I wrote this a while back. Broken hearts inspire I tell ya...
To Your Despaired and Heavy Heart :
A grieved, distressful song dedicated to me from your troubled soul unfortunately won't fall in your favor. It screams to the deepest depths of my sympathy yet the guilt that's supposed to surround my guards fall flat, and even with that, I feel no guilt. Show me your sorrow; pour to me what it is that you want me to perceive, embrace, and feel. Because I am more than sure that the malady state of which you've put me through doubles that of the heartache you right now are experiencing. And we both know..you did this to yourself.
I've been nothing but loyal, honest, a mere fantasy that inherent average minds yet here it's thrown in your empty face. Something others dream about having, dedicate their lives to finding, never having that chance to treasure and instead of indulging you spit it out and walk the other way after a breath of my sweet spirit.

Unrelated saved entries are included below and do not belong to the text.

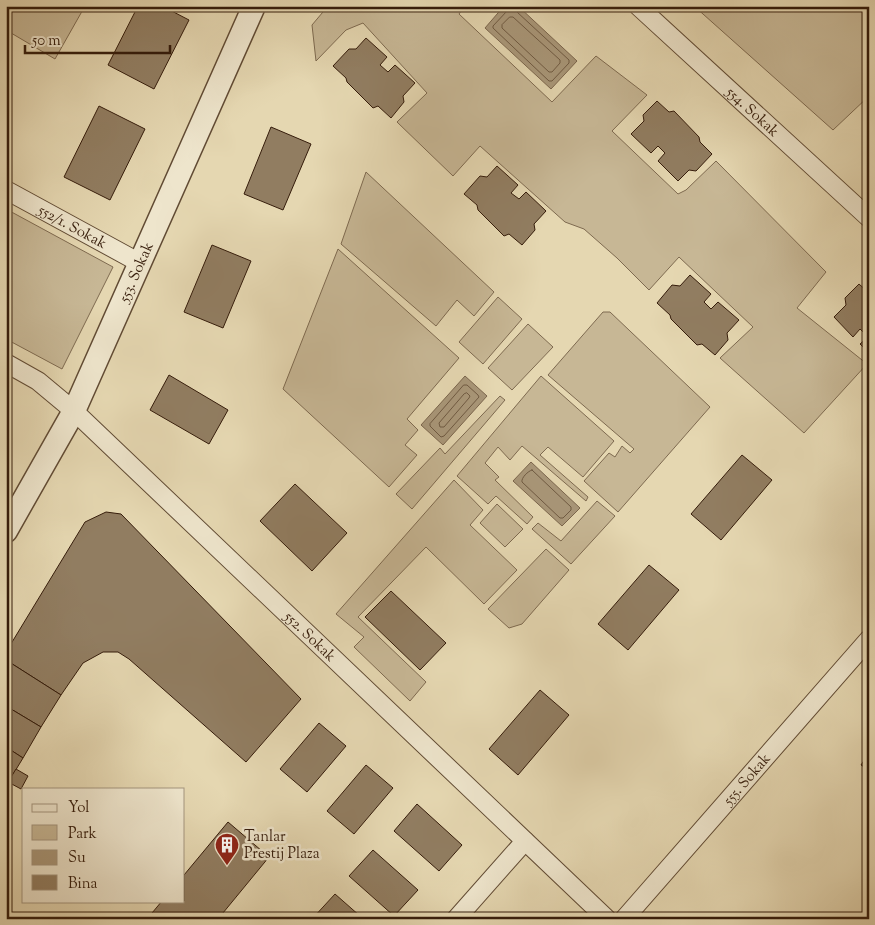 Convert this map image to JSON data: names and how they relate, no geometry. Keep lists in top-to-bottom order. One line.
{"streets":{"street":["554. Sokak","552/1. Sokak","553. Sokak","552. Sokak","555. Sokak"]},"crossings":[["552/1. Sokak","553. Sokak"],["553. Sokak","552. Sokak"]],"places":{"building":["Tanlar Prestij Plaza"]},"legend":["Yol","Park","Su","Bina"],"scale_bar":"50 m"} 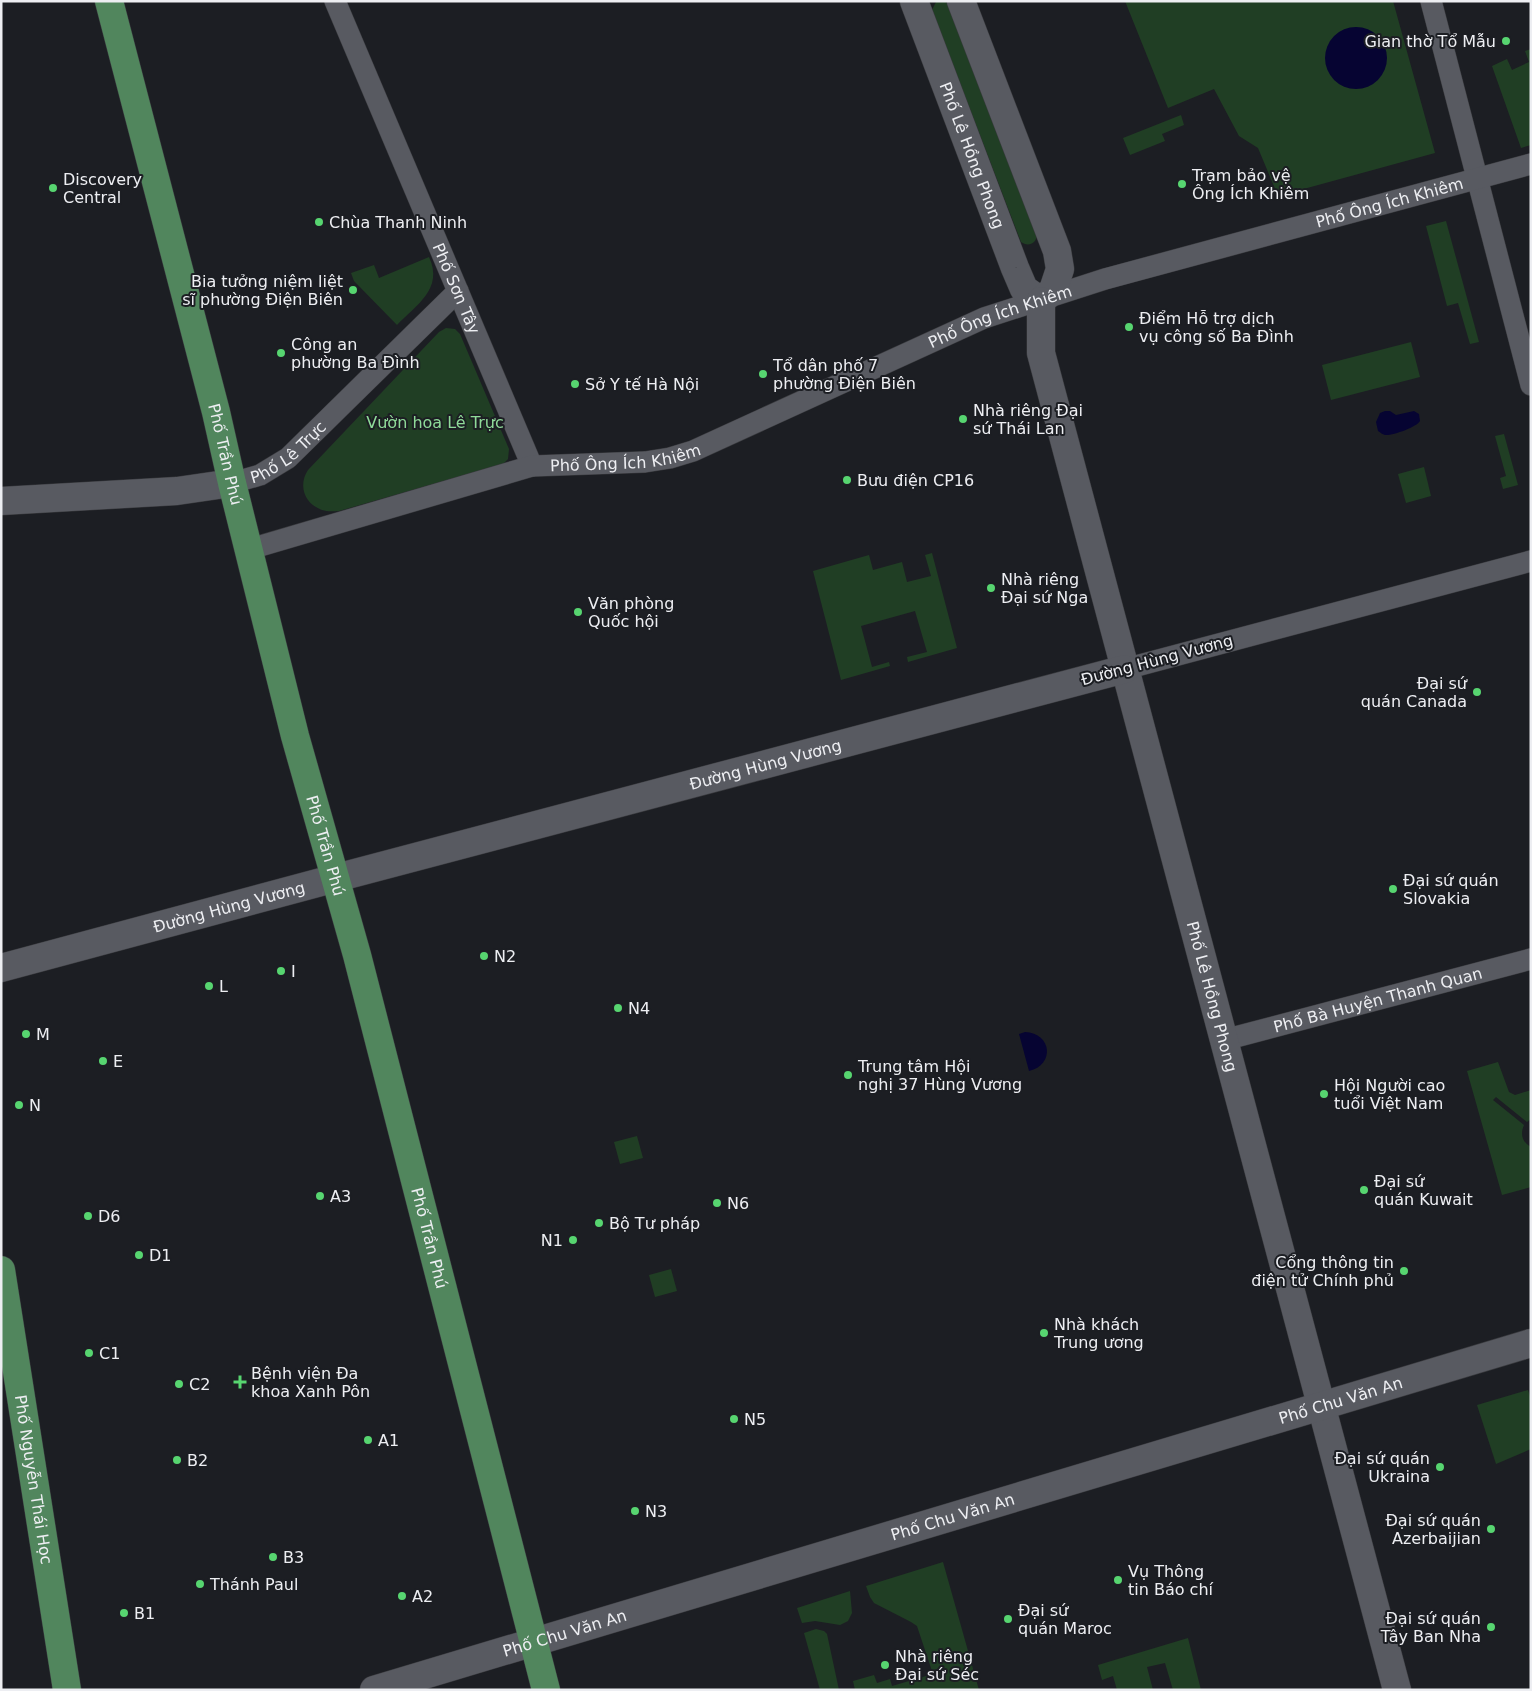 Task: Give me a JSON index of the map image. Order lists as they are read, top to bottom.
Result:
{
  "streets": {
    "main road": ["Phố Trần Phú", "Phố Nguyễn Thái Học"],
    "street": [
      "Phố Lê Hồng Phong",
      "Phố Ông Ích Khiêm",
      "Phố Sơn Tây",
      "Phố Lê Trực",
      "Đường Hùng Vương",
      "Phố Bà Huyện Thanh Quan",
      "Phố Chu Văn An"
    ]
  },
  "crossings": [
    ["Phố Lê Hồng Phong", "Phố Ông Ích Khiêm"],
    ["Phố Lê Hồng Phong", "Đường Hùng Vương"],
    ["Phố Lê Hồng Phong", "Phố Bà Huyện Thanh Quan"],
    ["Phố Lê Hồng Phong", "Phố Chu Văn An"],
    ["Phố Ông Ích Khiêm", "Phố Sơn Tây"],
    ["Phố Ông Ích Khiêm", "Phố Trần Phú"],
    ["Phố Sơn Tây", "Phố Lê Trực"],
    ["Phố Lê Trực", "Phố Trần Phú"],
    ["Phố Trần Phú", "Đường Hùng Vương"],
    ["Phố Trần Phú", "Phố Chu Văn An"]
  ],
  "parks": ["Vườn hoa Lê Trực"],
  "places": {
    "other": [
      "Gian thờ Tổ Mẫu",
      "Trạm bảo vệ Ông Ích Khiêm",
      "Discovery Central",
      "Chùa Thanh Ninh",
      "Bia tưởng niệm liệt sĩ phường Điện Biên",
      "Điểm Hỗ trợ dịch vụ công số Ba Đình",
      "Công an phường Ba Đình",
      "Tổ dân phố 7 phường Điện Biên",
      "Sở Y tế Hà Nội",
      "Nhà riêng Đại sứ Thái Lan",
      "Bưu điện CP16",
      "Nhà riêng Đại sứ Nga",
      "Văn phòng Quốc hội",
      "Đại sứ quán Canada",
      "Đại sứ quán Slovakia",
      "N2",
      "I",
      "L",
      "N4",
      "M",
      "E",
      "Trung tâm Hội nghị 37 Hùng Vương",
      "Hội Người cao tuổi Việt Nam",
      "N",
      "Đại sứ quán Kuwait",
      "A3",
      "N6",
      "D6",
      "Bộ Tư pháp",
      "N1",
      "D1",
      "Cổng thông tin điện tử Chính phủ",
      "Nhà khách Trung ương",
      "C1",
      "C2",
      "N5",
      "A1",
      "B2",
      "Đại sứ quán Ukraina",
      "N3",
      "Đại sứ quán Azerbaijian",
      "B3",
      "Vụ Thông tin Báo chí",
      "Thánh Paul",
      "A2",
      "B1",
      "Đại sứ quán Maroc",
      "Đại sứ quán Tây Ban Nha",
      "Nhà riêng Đại sứ Séc"
    ],
    "health": ["Bệnh viện Đa khoa Xanh Pôn"]
  }
} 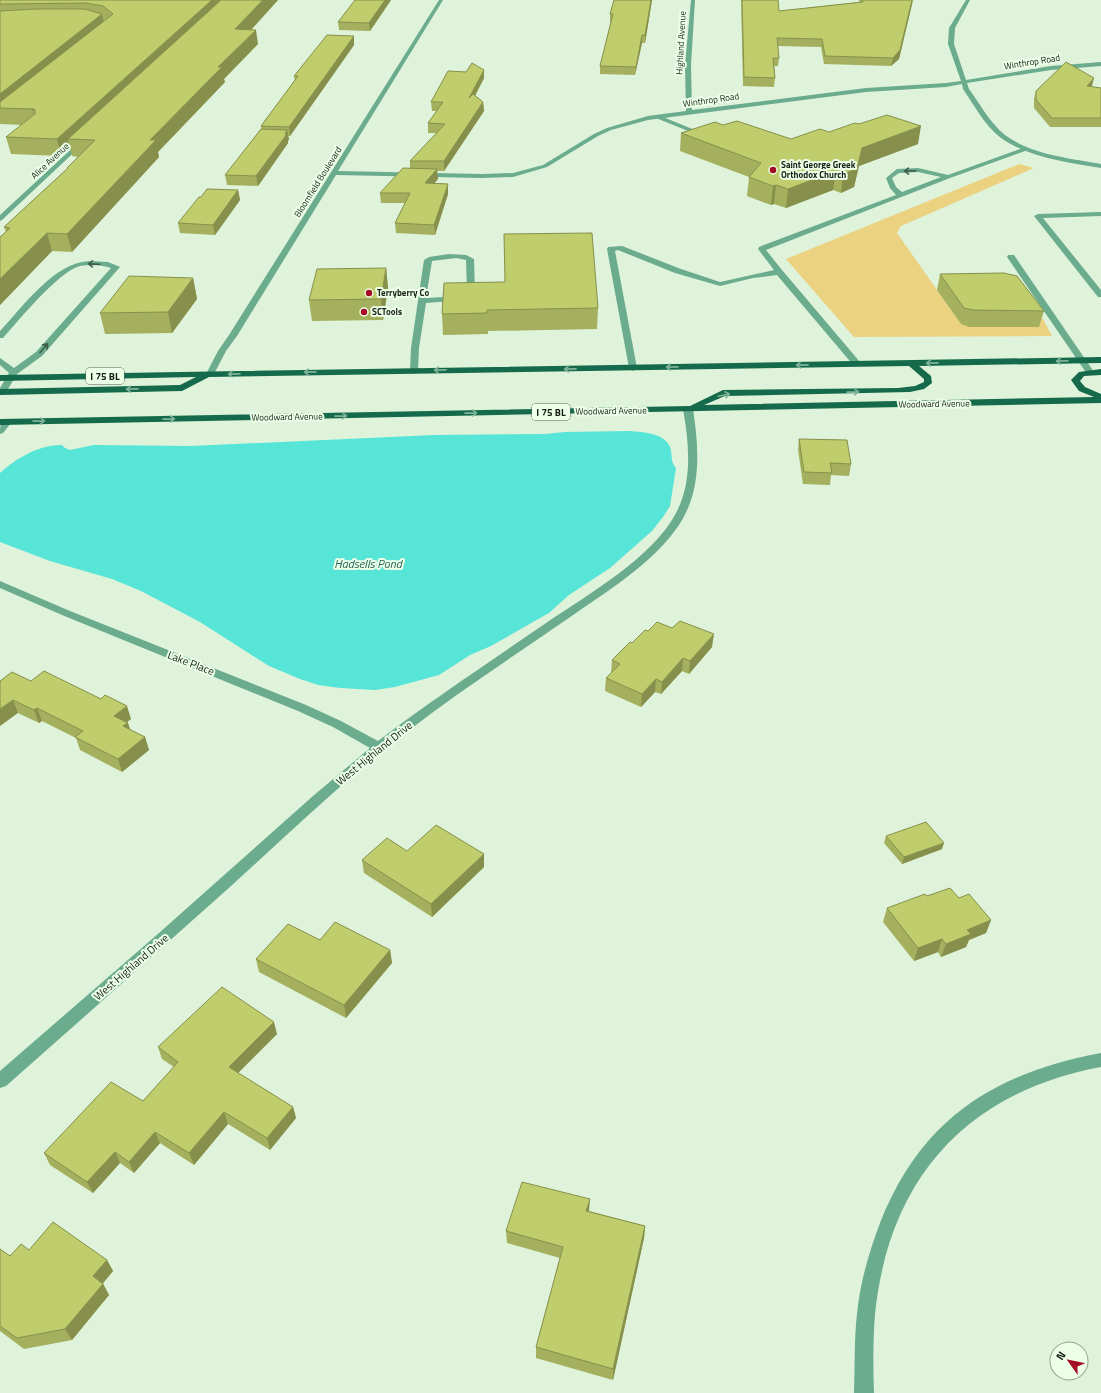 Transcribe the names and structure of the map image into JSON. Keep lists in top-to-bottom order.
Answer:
{
  "streets": {
    "main road": ["I 75 BL", "Woodward Avenue"],
    "street": [
      "Highland Avenue",
      "Winthrop Road",
      "Alice Avenue",
      "Bloomfield Boulevard",
      "Lake Place",
      "West Highland Drive"
    ]
  },
  "crossings": [
    ["Highland Avenue", "Winthrop Road"],
    ["Winthrop Road", "Bloomfield Boulevard"],
    ["Bloomfield Boulevard", "I 75 BL"],
    ["Woodward Avenue", "West Highland Drive"],
    ["Lake Place", "West Highland Drive"]
  ],
  "water": ["Hadsells Pond"],
  "places": ["Saint George Greek Orthodox Church", "Terryberry Co", "SCTools"],
  "north": "top left"
}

Maybe you weren't in the correct state of mind, maybe I was getting ahead of myself, but I wasn't and you made sure of that; nevertheless, you did me wrong rotten and pranced around it like that was how it was supposed to end. Shattering into a million righteous pieces was my affection, compassion, and inclination to love you ever again.
It's something you surrendering your whole life to can never fix. It's a scar, not a wound that heals and is ready to battle agony once again. So your meaningless endeavors will remain meaningless and your sugarcoated apologies that my broken heart is deprived of will never be a satisfaction.
You come back and I can no longer help you. A once gleeful soul with a yearning heart to love is now oblivion.